India has asked the UK to deport Vijay Mallya, whose Kingfisher Airlines has been accused of defaulting bank loans of over Rs 9,400 crore, citing the revocation of his passport and a non-bailable warrant against him.
External Affairs Ministry also emphasised that India will continue pursuing Mallya's deportation matter with the UK authorities.
Four days after MEA revoked the liquor baron's passport, ministry Spokesperson Vikas Swarup said, "The ministry has written to the High Commission of the UK in Delhi requesting the deportation of Vijay Mallya so that his presence can be secured for investigations against him under the Prevention of Money Laundering Act 2002."
He further said that Indian High Commission in the UK will also be issuing a similar note verbale to the UK Foreign and Commonwealth Office.
"Mallya's passport was revoked last week in view of these (PMLA) investigations and non-bailable warrant issued by the Special Judge, Mumbai. We will continue to pursue this matter with UK authorities," Swarup added.
ED has approached the MEA seeking initiation of deportation proceedings against Mallya, charged with money laundering in the Rs 900 crore IDBI loan fraud case.
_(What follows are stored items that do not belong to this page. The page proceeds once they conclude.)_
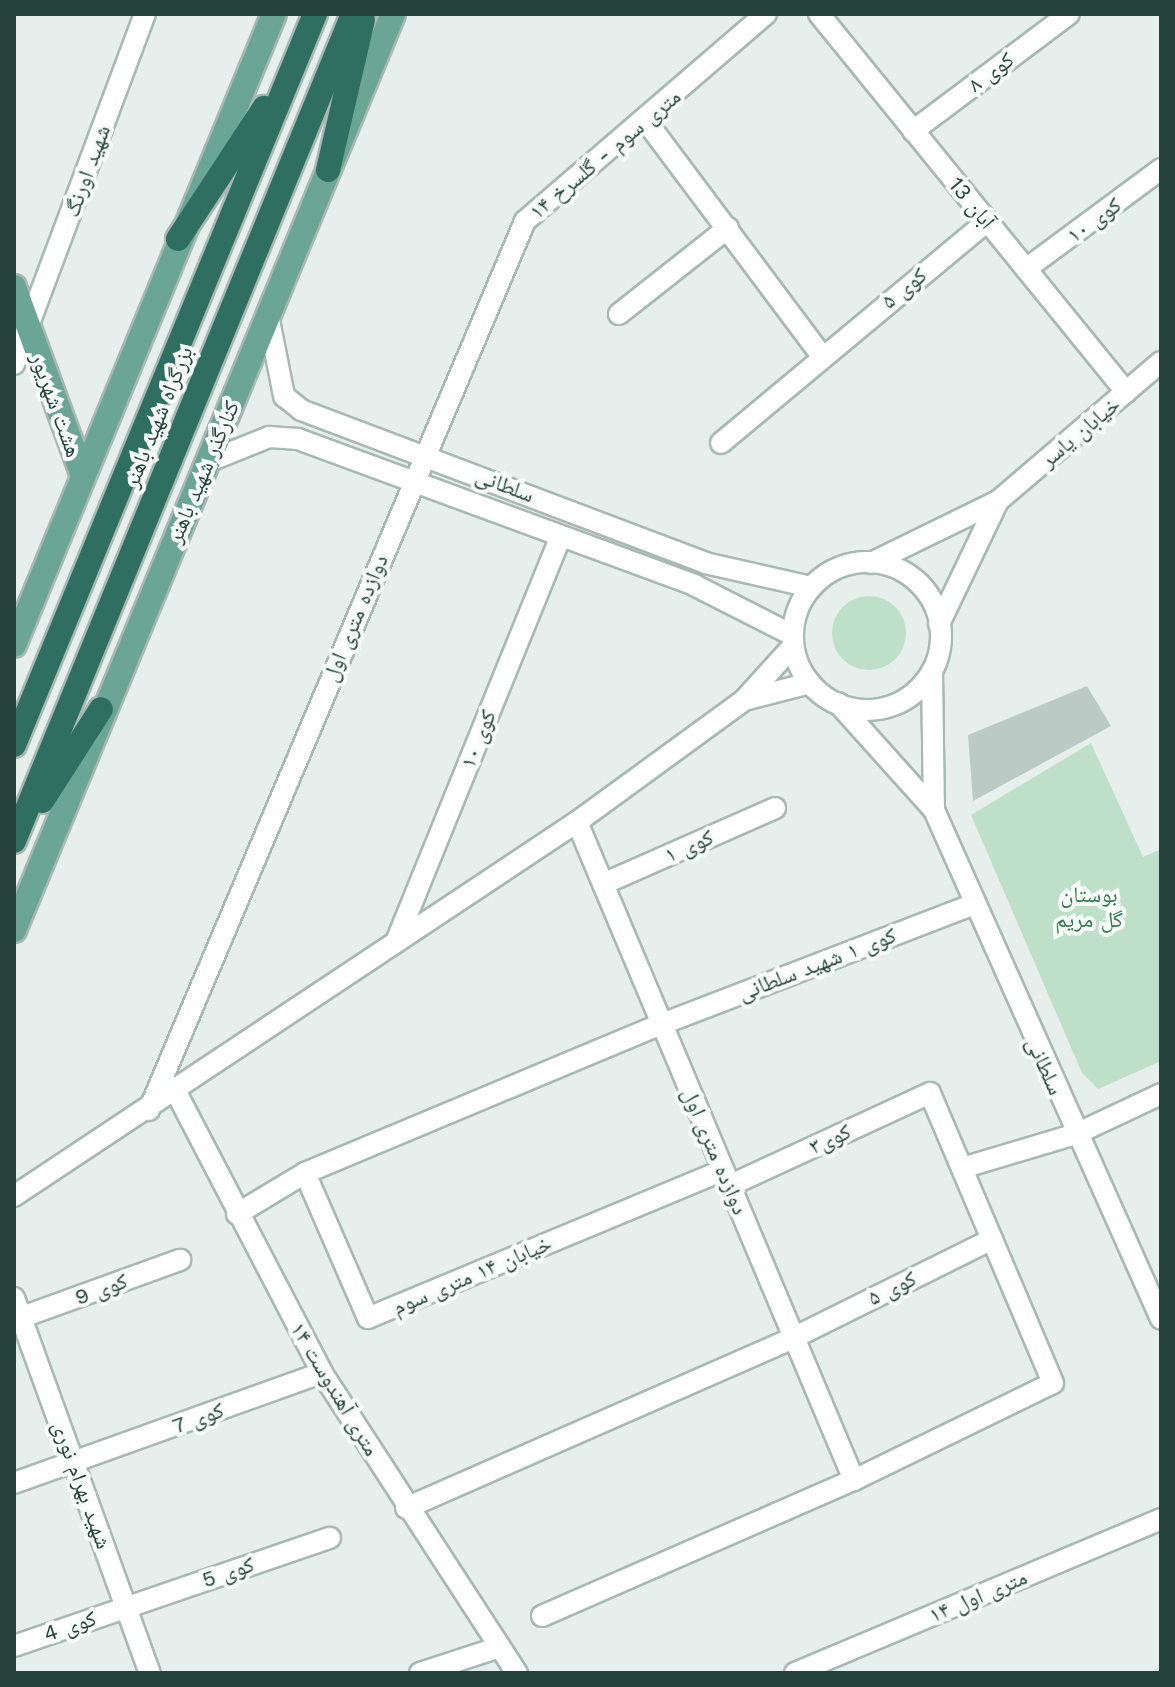 <!DOCTYPE html>
<meta charset="utf-8">
<style>
body{margin:0}
#map{position:relative;width:1175px;height:1687px;overflow:hidden;background:#e6efeb;font-family:"Work Sans","Noto Naskh Arabic",sans-serif}
div>[style]{position:absolute}
.green>*{inset:0;background:#bfe0c8}
.round{border-radius:50%}
.building>*{inset:0;background:#bbcac4}
.roads{filter:drop-shadow(2px 0 #a8b8b2) drop-shadow(-2px 0 #a8b8b2) drop-shadow(0 2px #a8b8b2) drop-shadow(0 -2px #a8b8b2)}
.minor>*{height:20px;margin:-10px;padding:0 10px;transform-origin:10px;border-radius:10px;background:#fff}
.minor>.ring{margin:-10px;padding:0;box-sizing:content-box;background:none;border:20px solid #fff;border-radius:50%}
.major>*{height:24px;margin:-12px;padding:0 12px;transform-origin:12px;border-radius:12px;background:#6aa596}
.highway>*{height:24px;margin:-12px;padding:0 12px;transform-origin:12px;border-radius:12px;background:#2f6f62}
span{translate:-50% -50%;white-space:nowrap;text-align:center;line-height:1.15;-webkit-text-stroke:8px #f7fbf9;paint-order:stroke}
.street-label{font-size:22px;color:#24423a}
.park-label{font-size:22px;color:#2d7a4b}
.frame{position:absolute;inset:0;border:16px solid #24423a;pointer-events:none}
</style>
<div id="map">
<div class="green">
<div class="round" style="left:832px;top:596px;width:74px;height:74px"></div>
<div style="clip-path:polygon(1091px 743px,1143px 857px,1161px 849px,1161px 1061px,1098px 1089px,1082px 1073px,971px 815px)"></div>
</div>
<div class="building">
<div style="clip-path:polygon(1087px 686px,1111px 726px,973px 801px,968px 735px)"></div>
</div>
<div class="roads">
<div class="minor">
<div style="left:819px;top:14px;width:487px;rotate:50.9deg"></div>
<div style="left:646px;top:121px;width:292px;rotate:53.2deg"></div>
<div style="left:913px;top:131px;width:195px;rotate:-36.9deg"></div>
<div style="left:1026px;top:269px;width:168px;rotate:-36.5deg"></div>
<div style="left:619px;top:314px;width:139px;rotate:-38.3deg"></div>
<div style="left:268px;top:315px;width:83px;rotate:78.8deg"></div>
<div style="left:284px;top:396px;width:22px;rotate:39deg"></div>
<div style="left:301px;top:410px;width:432px;rotate:20.7deg"></div>
<div style="left:705px;top:563px;width:109px;rotate:12.8deg"></div>
<div style="left:14px;top:364px;width:374px;rotate:-69.5deg"></div>
<div style="left:721px;top:443px;width:346px;rotate:-39.8deg"></div>
<div style="left:207px;top:462px;width:67px;rotate:-22deg"></div>
<div style="left:269px;top:437px;width:29px;rotate:4deg"></div>
<div style="left:298px;top:439px;width:422px;rotate:20.2deg"></div>
<div style="left:694px;top:585px;width:110px;rotate:27deg"></div>
<div class="ring" style="left:793px;top:562px;width:128px;height:128px"></div>
<div style="left:871px;top:563px;width:141px;rotate:-26deg"></div>
<div style="left:998px;top:501px;width:214px;rotate:-40.5deg"></div>
<div style="left:939px;top:624px;width:136px;rotate:-64.4deg"></div>
<div style="left:932px;top:671px;width:139px;rotate:89.2deg"></div>
<div style="left:748px;top:699px;width:64px;rotate:-14.5deg"></div>
<div style="left:838px;top:703px;width:144px;rotate:48.1deg"></div>
<div style="left:934px;top:810px;width:557px;rotate:65.96deg"></div>
<div style="left:577px;top:822px;width:714px;rotate:67.17deg"></div>
<div style="left:603px;top:884px;width:188px;rotate:-23.8deg"></div>
<div style="left:396px;top:942px;width:438px;rotate:-67.9deg"></div>
<div style="left:176px;top:1092px;width:317px;rotate:62.5deg"></div>
<div style="left:322px;top:1373px;width:358px;rotate:57deg"></div>
<div style="left:149px;top:1110px;width:965px;rotate:-67.07deg"></div>
<div style="left:525px;top:221px;width:318px;rotate:-40.7deg"></div>
<div style="left:962px;top:1168px;width:119px;rotate:-16.6deg"></div>
<div style="left:1076px;top:1134px;width:94px;rotate:-25.2deg"></div>
<div style="left:305px;top:1173px;width:158px;rotate:66.5deg"></div>
<div style="left:368px;top:1318px;width:385px;rotate:-22.6deg"></div>
<div style="left:14px;top:1196px;width:676px;rotate:-33.6deg"></div>
<div style="left:577px;top:822px;width:207px;rotate:-36.1deg"></div>
<div style="left:744px;top:700px;width:73px;rotate:-47.8deg"></div>
<div style="left:237px;top:1214px;width:79px;rotate:-31.1deg"></div>
<div style="left:305px;top:1173px;width:387px;rotate:-22.7deg"></div>
<div style="left:662px;top:1024px;width:332px;rotate:-21deg"></div>
<div style="left:14px;top:1298px;width:399px;rotate:70.1deg"></div>
<div style="left:14px;top:1320px;width:177px;rotate:-19.9deg"></div>
<div style="left:14px;top:1483px;width:327px;rotate:-19.7deg"></div>
<div style="left:406px;top:1508px;width:423px;rotate:-23.7deg"></div>
<div style="left:793px;top:1338px;width:222px;rotate:-26.4deg"></div>
<div style="left:542px;top:1616px;width:340px;rotate:-23.6deg"></div>
<div style="left:854px;top:1480px;width:221px;rotate:-26deg"></div>
<div style="left:1053px;top:1383px;width:315px;rotate:-113deg"></div>
<div style="left:930px;top:1093px;width:221px;rotate:155.2deg"></div>
<div style="left:14px;top:1646px;width:334px;rotate:-18.9deg"></div>
<div style="left:420px;top:1673px;width:84px;rotate:-18deg"></div>
<div style="left:795px;top:1673px;width:397px;rotate:-22.8deg"></div>
</div>
<div class="major">
<div style="left:14px;top:287px;width:201px;rotate:69.9deg"></div>
<div style="left:14px;top:645px;width:682px;rotate:-67.61deg"></div>
<div style="left:14px;top:930px;width:991px;rotate:-67.52deg"></div>
</div>
<div class="highway">
<div style="left:328px;top:170px;width:154px;rotate:-76.9deg"></div>
<div style="left:178px;top:239px;width:157px;rotate:-56.7deg"></div>
<div style="left:14px;top:745px;width:791px;rotate:-67.62deg"></div>
<div style="left:42px;top:801px;width:109px;rotate:-57.3deg"></div>
<div style="left:14px;top:841px;width:894px;rotate:-67.71deg"></div>
</div>
</div>
<div class="street-label">
<span style="left:991px;top:72px;rotate:-37deg">کوی ۸</span>
<span style="left:605px;top:154px;rotate:-40deg">۱۴ متری سوم - گلسرخ</span>
<span style="left:87px;top:171px;rotate:-70deg">شهید اورنگ</span>
<span style="left:972px;top:203px;rotate:51deg">13 آبان</span>
<span style="left:1094px;top:220px;rotate:-36deg">کوی ۱۰</span>
<span style="left:904px;top:288px;rotate:-39deg">کوی ۵</span>
<span style="left:56px;top:405px;rotate:70deg">هشت شهریور</span>
<span style="left:158px;top:417px;rotate:-68deg">بزرگراه شهید باهنر</span>
<span style="left:1080px;top:432px;rotate:-40deg">خیابان یاسر</span>
<span style="left:203px;top:472px;rotate:-67deg">کنارگذر شهید باهنر</span>
<span style="left:505px;top:485px;rotate:21deg">سلطانی</span>
<span style="left:355px;top:618px;rotate:-67deg">دوازده متری اول</span>
<span style="left:478px;top:739px;rotate:-68deg">کوی ۱۰</span>
<span style="left:689px;top:846px;rotate:-24deg">کوی ۱</span>
<span style="left:817px;top:964px;rotate:-21deg">کوی ۱ شهید سلطانی</span>
<span style="left:1045px;top:1066px;rotate:66deg">سلطانی</span>
<span style="left:830px;top:1139px;rotate:-25deg">کوی۳</span>
<span style="left:715px;top:1151px;rotate:67deg">دوازده متری اول</span>
<span style="left:472px;top:1275px;rotate:-23deg">خیابان ۱۴ متری سوم</span>
<span style="left:892px;top:1288px;rotate:-26deg">کوی ۵</span>
<span style="left:101px;top:1289px;rotate:-20deg">کوی 9</span>
<span style="left:335px;top:1389px;rotate:59deg">۱۴ متری آهندوست</span>
<span style="left:198px;top:1418px;rotate:-20deg">کوی 7</span>
<span style="left:82px;top:1485px;rotate:70deg">شهید بهرام نوری</span>
<span style="left:228px;top:1572px;rotate:-19deg">کوی 5</span>
<span style="left:978px;top:1596px;rotate:-23deg">۱۴ متری اول</span>
<span style="left:70px;top:1626px;rotate:-19deg">کوی 4</span>
</div>
<div class="park-label">
<span style="left:1089px;top:907px">بوستان<br>گل مریم</span>
</div>
<div class="frame"></div>
</div>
Mallya, who had left India on March 2 for the UK, can approach the British authorities to grant him permission to continue his stay in that country or challenge the revocation of his passport.
Earlier in the week, Mallya, who has been evading several requests from investigating agencies and courts to appear for questioning, was asked by Supreme Court to submit details of all his assets including those of his family members. The details will be shared with the consortium of banks to which Mallya’s now-defunct Kingfisher Airlines owes Rs 9,000 crore.
The banks, most of them state-owned, had approached India’s apex court in February this year to stop Mallya from leaving the country, but by then the embattled businessman, once known as the ‘King of Good Times’, had flown out of the country. Later, Mallya had taken to social networking platform Twitter to say that he was not an absconder.
Mallya had offered to pay Rs 4,000 crore to the lenders by September. He had also agreed to pay an additional Rs 2,000 crore to banks if the defunct Kingfisher airline wins a lawsuit seeking damages from a plane engine-maker Aero Engines. Kingfisher Airlines, after making losses for nine years, closed down in 2012.